(Stored items)
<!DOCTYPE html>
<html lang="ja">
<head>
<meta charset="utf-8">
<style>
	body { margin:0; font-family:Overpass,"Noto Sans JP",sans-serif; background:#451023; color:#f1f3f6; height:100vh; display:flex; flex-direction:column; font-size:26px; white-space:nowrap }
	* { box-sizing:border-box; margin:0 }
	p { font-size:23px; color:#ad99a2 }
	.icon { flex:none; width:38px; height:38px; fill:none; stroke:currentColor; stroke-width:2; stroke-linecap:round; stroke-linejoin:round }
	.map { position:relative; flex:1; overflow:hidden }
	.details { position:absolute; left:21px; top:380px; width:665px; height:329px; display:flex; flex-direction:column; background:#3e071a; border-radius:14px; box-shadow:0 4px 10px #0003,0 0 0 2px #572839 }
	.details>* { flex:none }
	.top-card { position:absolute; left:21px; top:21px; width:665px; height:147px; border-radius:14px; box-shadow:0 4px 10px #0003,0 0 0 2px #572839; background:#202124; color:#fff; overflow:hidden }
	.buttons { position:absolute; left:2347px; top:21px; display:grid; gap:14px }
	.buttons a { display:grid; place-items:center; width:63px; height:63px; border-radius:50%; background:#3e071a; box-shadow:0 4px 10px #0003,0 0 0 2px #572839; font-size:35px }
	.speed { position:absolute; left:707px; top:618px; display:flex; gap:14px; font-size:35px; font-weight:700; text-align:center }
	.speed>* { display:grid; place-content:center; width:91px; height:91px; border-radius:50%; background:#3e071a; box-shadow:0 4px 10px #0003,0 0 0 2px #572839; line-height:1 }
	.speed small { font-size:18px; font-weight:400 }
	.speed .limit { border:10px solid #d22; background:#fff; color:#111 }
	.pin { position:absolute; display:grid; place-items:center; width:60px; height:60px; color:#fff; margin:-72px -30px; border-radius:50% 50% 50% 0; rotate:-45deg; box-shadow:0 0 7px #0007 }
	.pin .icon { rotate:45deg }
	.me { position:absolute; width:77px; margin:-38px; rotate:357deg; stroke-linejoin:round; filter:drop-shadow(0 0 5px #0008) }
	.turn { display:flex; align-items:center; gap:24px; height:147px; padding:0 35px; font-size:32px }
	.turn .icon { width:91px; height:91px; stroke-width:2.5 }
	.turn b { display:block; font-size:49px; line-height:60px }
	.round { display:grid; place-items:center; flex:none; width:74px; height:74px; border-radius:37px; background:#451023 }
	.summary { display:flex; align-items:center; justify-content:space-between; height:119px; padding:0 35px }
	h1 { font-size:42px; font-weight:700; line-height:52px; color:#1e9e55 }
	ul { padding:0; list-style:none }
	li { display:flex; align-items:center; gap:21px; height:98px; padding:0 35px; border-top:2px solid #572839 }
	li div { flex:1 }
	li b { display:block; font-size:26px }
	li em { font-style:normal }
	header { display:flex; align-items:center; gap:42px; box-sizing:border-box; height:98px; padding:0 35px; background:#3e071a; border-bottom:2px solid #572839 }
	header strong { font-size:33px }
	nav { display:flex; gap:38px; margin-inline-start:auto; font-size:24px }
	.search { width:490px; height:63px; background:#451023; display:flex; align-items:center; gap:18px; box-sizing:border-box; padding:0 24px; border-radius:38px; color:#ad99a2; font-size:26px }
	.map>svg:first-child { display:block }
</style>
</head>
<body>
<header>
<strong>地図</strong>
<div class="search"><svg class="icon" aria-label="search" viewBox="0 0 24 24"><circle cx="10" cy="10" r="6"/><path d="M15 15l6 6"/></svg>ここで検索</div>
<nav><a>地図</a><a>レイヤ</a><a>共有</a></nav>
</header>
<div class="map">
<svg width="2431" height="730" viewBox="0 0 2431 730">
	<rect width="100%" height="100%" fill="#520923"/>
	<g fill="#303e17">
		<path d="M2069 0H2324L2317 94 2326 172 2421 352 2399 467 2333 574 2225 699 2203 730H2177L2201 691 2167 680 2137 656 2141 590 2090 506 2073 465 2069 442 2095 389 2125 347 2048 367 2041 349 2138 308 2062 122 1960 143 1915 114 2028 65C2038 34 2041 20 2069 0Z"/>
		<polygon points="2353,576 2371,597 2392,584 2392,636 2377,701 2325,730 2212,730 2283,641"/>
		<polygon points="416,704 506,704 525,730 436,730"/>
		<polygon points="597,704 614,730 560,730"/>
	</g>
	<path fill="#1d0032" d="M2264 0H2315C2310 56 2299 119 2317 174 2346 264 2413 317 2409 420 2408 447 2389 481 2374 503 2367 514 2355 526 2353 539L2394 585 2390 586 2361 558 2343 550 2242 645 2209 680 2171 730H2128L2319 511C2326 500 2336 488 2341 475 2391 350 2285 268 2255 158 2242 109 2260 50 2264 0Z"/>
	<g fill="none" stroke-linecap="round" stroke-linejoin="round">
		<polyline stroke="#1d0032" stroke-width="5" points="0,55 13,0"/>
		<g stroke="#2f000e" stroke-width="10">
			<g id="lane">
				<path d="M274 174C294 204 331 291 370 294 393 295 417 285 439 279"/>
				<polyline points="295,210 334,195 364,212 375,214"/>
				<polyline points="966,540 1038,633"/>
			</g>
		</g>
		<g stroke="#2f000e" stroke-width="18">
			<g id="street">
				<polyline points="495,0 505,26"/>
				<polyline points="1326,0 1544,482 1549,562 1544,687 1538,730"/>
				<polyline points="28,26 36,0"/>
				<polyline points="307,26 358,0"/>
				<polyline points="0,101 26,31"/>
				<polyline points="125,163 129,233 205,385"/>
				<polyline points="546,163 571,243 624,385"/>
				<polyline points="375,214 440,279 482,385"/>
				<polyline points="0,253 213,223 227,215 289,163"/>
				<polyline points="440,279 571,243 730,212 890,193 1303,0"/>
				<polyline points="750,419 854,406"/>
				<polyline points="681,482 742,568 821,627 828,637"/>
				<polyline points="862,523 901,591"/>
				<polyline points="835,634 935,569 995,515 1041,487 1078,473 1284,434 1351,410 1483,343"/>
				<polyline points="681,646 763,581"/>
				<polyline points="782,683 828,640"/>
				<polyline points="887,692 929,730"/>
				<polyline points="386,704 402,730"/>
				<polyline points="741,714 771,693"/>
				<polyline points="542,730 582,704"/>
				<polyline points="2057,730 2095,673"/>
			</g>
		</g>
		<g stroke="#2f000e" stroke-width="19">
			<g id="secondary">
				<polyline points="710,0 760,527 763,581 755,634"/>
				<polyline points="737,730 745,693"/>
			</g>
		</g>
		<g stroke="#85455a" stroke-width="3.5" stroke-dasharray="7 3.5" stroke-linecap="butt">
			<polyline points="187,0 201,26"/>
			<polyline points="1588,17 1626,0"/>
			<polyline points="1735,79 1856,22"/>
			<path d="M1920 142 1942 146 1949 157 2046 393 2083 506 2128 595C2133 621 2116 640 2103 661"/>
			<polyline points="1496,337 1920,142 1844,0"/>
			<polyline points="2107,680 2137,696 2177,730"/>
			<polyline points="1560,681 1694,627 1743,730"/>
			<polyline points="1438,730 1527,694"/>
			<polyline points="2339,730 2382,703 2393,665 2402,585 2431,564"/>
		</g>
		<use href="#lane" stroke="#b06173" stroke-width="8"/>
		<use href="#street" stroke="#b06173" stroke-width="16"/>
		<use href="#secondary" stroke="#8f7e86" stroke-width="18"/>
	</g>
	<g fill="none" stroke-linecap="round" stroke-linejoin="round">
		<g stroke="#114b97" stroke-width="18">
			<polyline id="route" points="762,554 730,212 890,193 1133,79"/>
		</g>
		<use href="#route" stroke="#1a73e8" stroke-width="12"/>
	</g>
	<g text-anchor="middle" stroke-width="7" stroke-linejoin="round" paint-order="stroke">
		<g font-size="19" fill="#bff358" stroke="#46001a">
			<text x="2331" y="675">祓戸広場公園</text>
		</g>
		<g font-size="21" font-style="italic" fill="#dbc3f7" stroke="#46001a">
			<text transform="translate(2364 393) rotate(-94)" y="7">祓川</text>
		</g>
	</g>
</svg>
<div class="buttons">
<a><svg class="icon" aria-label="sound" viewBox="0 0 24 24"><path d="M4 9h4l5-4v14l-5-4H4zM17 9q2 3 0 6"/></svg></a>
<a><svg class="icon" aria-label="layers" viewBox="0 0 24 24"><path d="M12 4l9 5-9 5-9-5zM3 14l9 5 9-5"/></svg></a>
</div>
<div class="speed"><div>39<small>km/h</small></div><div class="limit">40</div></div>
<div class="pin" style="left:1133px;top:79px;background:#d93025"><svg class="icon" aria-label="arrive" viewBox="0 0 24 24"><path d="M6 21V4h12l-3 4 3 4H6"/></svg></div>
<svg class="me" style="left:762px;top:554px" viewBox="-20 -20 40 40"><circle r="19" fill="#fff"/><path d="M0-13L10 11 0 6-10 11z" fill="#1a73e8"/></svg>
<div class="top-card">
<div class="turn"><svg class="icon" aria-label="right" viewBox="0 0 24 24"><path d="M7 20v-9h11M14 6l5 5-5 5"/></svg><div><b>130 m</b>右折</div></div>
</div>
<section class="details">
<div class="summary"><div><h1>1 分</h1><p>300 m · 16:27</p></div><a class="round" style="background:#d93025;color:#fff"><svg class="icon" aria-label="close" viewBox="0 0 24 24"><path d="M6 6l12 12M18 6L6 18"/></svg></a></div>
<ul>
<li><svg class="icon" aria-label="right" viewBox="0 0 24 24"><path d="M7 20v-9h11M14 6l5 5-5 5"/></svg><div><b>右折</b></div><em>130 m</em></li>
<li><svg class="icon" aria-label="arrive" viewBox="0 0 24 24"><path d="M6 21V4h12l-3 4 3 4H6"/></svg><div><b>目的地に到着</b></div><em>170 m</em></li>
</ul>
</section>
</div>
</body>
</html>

» Work task
Return, unchanged, the run of lines above that opens with the line containing "display:grid; place-items:center; width:63px;" and closes with the line containing "position:absolute; left:707px; top:618px;". Include both.

» Response to this task
	.buttons a { display:grid; place-items:center; width:63px; height:63px; border-radius:50%; background:#3e071a; box-shadow:0 4px 10px #0003,0 0 0 2px #572839; font-size:35px }
	.speed { position:absolute; left:707px; top:618px; display:flex; gap:14px; font-size:35px; font-weight:700; text-align:center }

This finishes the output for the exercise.